Student Body President Suril Kantaria '13 asked how the trustees think the future president should allocate his or her time between responsibilities like fundraising, the graduate schools and undergraduate students.
Helman said that although there will not be a specific breakdown, the committee is assessing the importance of these different aspects of the president's job. By engaging in "pattern recognition" of frequently voiced concerns, the committee will determine the issues that are important to the most people, he said.
Members of the Board of Trustees have met several times since Kim was appointed to the World Bank presidency, according to Helman.
The committee will compile a "leadership statement" describing the qualities necessary for the future president and plans to contact "different constituencies on campus and off campus to find out what people are thinking," Helman said.
The eight voting Assembly members present at the meeting also unanimously passed four motions at the Tuesday meeting.
The first, introduced by former Student Body President Max Yoeli '12 and former Student Body Vice President Amrita Sankar '12, proposed a downloadable interactive map titled "Roammeo" that will enable students to search for campus events in a variety of ways.

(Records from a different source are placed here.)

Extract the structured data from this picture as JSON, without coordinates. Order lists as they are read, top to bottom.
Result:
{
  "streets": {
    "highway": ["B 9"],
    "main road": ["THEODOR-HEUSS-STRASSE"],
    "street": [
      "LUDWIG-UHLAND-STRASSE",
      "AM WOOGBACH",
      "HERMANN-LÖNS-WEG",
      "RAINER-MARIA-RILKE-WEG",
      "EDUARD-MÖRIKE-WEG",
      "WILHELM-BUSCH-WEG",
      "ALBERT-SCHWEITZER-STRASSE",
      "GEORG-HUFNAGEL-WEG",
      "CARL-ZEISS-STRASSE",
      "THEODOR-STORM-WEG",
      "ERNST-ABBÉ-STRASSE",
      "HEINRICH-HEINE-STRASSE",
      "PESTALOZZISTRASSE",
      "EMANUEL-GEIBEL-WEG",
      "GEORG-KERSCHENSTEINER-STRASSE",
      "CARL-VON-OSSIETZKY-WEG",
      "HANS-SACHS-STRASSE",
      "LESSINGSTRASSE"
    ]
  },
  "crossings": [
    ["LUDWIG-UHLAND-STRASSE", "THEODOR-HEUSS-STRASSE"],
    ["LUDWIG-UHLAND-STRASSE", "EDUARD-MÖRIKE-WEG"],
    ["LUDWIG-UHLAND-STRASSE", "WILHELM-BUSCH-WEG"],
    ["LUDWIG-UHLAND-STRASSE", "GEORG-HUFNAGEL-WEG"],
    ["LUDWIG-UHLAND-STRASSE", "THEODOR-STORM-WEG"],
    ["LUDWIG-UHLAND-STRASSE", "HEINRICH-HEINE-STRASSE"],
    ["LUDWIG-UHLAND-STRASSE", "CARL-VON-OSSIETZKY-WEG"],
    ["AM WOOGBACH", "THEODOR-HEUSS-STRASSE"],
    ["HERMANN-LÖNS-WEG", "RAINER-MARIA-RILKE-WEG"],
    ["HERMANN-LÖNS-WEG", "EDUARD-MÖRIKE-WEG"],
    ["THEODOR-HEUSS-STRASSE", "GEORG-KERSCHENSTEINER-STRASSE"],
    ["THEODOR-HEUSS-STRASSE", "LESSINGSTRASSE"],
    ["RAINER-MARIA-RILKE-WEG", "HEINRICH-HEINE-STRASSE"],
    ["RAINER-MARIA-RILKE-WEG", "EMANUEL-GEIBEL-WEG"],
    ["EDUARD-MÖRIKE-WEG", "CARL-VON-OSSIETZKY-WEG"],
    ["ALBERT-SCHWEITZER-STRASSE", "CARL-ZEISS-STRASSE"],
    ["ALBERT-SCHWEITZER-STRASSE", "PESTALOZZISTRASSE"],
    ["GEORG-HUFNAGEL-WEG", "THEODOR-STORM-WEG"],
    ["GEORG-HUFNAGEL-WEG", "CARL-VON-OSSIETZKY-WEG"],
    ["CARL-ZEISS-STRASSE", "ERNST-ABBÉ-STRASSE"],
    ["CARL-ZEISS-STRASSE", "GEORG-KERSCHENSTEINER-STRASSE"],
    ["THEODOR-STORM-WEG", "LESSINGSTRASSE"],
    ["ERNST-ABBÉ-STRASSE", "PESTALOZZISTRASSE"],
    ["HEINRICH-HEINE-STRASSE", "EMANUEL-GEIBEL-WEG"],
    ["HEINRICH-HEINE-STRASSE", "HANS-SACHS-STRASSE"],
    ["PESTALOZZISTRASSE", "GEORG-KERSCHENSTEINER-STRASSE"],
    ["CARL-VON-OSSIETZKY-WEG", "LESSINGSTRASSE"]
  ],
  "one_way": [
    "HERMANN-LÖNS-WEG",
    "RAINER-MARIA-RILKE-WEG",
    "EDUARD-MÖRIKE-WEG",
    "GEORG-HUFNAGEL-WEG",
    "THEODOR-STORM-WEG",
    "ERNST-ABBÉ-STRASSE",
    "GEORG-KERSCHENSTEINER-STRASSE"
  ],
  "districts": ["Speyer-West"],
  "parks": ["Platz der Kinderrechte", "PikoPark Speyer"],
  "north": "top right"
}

The program will cost $6,000 to create, with the cost also covering maintenance for the first year, Sankar said.
Next, the Assembly voted in favor of a new version of the Student Assembly Course Guide created by Cole Ott '12.
The new Course Guide will be "prettier and more well-organized than the original Course Guide," Ott said. "It will also be much simpler because it will not ask students to rate a class in an excessive number of categories."
The project will be completed on Thursday or Friday and Ott said he hopes for a "big launch" that encourages students to submit additional reviews.
The project marks a return to the previous system of ranking courses from the Course Rank system that was instituted two years ago but never became popular with students.
The production of the new Course Guide will cost the Assembly $2,000.
The Assembly voted in favor of a new bicycle policy, presented by Bike Project interns Ben Hughey '12 and Laura Kier '12. The new legislation seeks to increase ridership, facilitate campus bicycle use and decrease the accumulation of abandoned bikes, according to Kier.
The new legislation will create a "self-sustaining cycle" in which bikes that have been abandoned for an extended period of time two weeks after they are noticed and tagged are taken, repaired and sold to students on campus. The new policy will also encourage students to register bicycles, Kier said.
Finally, the Assembly voted to allocate $765 dollars for the Seoul Food event, hosted by Alpha Phi Alpha and the Korean Students Association.